Esta escena adoptaba distintas variantes en la imaginación de la gente de este entonces polvoriento lugar. Al oscurecer, los baquianos de este pequeño poblado, de no más de 16 casas, sabían que debían permanecer tranquilos en sus hogares y asegurarse de que sus hijos no estuvieran fuera hasta tarde. Preferían ser considerados cobardes, antes que sufrir el susto de no poder identificar al sufrido animal.
Mitos y leyendas: ¿Qué era el Berrión?
Algunos pensaban que podría ser una oveja, aunque estas suelen morir de manera silenciosa. Los más atormentados llegaron a creer que se trataba de un cochino, más escandalosos por naturaleza. Sin embargo, en medio del pánico, la mayoría coincidía en que podía ser un chivo. Los chillidos de los chivos son tan escandalosos como los «berridos» de los ciervos o venados machos; se les metían en los oídos y generaban un pánico comparable al de una película de terror. Era el frío recordatorio de la muerte, la noción de que el mal siempre está al acecho y puede manifestarse de cualquier manera entre los mortales.
Según José Luis Sotillo, cronista de Agua Viva, así se describe en los testimonios de la señora María Sequera, una de las tantas víctimas que tuvieron la mala suerte de escuchar a «El Berrión» a medianoche. Cuando ella revivía aquel instante, lo primero que afirmaba era estar segura de que era un espectro, como en el momento en que un cazador apuñala con saña a un animal. Se imaginaba el esfuerzo de ese caprino intentando librarse de su fatal destino, y cómo la altura de la montaña del Monumento a la Cruz facilitaba que ese eco aterrador se sintiera con más fuerza.

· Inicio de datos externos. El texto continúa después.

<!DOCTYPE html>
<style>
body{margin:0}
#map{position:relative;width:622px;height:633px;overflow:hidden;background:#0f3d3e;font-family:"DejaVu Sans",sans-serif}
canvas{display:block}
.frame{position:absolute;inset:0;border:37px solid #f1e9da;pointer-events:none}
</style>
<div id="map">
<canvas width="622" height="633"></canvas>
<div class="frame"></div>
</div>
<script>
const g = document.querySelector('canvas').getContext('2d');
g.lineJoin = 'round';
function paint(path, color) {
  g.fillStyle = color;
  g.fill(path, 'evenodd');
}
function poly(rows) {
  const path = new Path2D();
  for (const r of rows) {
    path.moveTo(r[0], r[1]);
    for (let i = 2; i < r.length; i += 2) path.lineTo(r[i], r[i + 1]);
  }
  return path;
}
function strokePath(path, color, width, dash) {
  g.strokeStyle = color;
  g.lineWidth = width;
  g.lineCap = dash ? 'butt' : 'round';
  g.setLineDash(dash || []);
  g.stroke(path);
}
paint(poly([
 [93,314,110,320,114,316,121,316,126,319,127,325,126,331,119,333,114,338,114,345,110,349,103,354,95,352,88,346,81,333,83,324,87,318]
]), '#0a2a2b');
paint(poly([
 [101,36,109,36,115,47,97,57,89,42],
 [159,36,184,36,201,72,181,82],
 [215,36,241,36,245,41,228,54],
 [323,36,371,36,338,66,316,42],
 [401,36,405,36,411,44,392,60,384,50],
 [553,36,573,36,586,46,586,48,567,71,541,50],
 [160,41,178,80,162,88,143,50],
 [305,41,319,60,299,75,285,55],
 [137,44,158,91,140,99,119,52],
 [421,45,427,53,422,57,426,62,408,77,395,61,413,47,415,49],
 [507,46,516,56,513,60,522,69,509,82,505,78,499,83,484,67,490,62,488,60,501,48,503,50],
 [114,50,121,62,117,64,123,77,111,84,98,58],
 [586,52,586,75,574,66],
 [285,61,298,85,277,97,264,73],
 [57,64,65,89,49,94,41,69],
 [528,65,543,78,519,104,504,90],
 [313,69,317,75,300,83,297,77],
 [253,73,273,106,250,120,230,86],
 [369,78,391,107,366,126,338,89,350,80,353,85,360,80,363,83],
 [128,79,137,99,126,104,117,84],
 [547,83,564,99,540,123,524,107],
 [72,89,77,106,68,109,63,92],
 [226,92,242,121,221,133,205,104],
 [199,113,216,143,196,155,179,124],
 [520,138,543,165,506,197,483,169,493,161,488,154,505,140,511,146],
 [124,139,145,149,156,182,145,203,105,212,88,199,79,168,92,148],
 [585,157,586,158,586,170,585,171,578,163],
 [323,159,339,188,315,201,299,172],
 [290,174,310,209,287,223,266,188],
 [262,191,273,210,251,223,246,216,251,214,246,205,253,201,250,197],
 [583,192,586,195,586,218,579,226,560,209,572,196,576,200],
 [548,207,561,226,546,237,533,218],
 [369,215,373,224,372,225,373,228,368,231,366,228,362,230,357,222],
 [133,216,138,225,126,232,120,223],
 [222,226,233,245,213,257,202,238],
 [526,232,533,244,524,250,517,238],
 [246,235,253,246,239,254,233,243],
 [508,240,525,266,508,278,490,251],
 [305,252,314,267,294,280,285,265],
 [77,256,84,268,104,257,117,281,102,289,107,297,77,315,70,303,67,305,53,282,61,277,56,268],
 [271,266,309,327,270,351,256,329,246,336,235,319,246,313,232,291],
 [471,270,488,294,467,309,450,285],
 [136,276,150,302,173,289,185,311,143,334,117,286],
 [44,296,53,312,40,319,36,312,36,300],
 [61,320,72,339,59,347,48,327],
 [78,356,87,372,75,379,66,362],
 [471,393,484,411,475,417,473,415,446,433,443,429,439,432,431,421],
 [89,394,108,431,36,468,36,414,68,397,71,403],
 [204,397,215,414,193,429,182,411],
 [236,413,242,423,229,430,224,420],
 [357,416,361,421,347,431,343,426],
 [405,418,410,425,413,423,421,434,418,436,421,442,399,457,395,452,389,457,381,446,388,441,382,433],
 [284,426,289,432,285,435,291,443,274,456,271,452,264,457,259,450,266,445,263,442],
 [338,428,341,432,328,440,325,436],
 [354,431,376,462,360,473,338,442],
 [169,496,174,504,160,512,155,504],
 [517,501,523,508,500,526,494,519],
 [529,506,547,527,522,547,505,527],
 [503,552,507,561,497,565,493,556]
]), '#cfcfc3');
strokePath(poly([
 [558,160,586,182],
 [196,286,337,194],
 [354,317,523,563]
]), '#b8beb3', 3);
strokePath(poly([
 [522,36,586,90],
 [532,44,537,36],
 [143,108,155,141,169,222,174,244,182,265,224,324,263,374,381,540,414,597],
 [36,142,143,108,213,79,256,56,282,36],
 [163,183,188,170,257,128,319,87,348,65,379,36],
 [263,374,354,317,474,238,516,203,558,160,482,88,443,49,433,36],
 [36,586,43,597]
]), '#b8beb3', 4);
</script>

«Ese fantasma no es ninguno de nuestros difuntos y tal vez sea una manera de obligarnos a respetar el silencio de la Semana Santa«, indicaba doña Sequera como la única explicación, porque sólo lo escuchaban durante el asueto de la pasión de Cristo. Pero era tan desgarrador que generaba una explosión de sensaciones; la noche se volvía más pesada con una tiniebla densa que «congelaba» de tanto miedo y hasta provocaba lágrimas.
Otro testimonio es el de Juan Vásquez Suárez, la única persona que sabía leer en aquellos tiempos en el pueblo, por lo que lo conocían como el popular «Bachiller». Sotillo confirma que este señor recomendaba «mantenerse guardados y no pasar ese momento de terror, porque la liturgia de la Iglesia católica indicaba el respeto al recogimiento». También añadía que, de lo contrario, se seguirían desatando ese tipo de demonios al ver a la gente en una actitud desafiante.
Las pocas familias del lugar eran de un temperamento tranquilo. En ese momento, apenas empezaban a conformarse dos sectores: La Agua Viva y El Dividival —este último en alusión a la cantidad de árboles de dividivi (Caesalpinia coriaria) y que se extendía hacia las cercanías de la actual urbanización Chucho Briceño—. El ambiente era tan campestre y su gente tan ingenua que muchas veces eran considerados ermitaños, tímidos y esquivos al contacto con personas desconocidas, llegando al punto de esconderse si se acercaba algún extraño.
Sotillo resalta que era un pueblo de gente trabajadora y todos se mantenían ocupados, con los hombres laborando como peones o jornaleros que cumplían su jornada en el trapiche ubicado muy cerca o en las haciendas Agua Viva y Tarabana. «El Berrión» fue una pesadilla que atormentó a los habitantes hasta cerca de 1940, y no se supo cómo desapareció.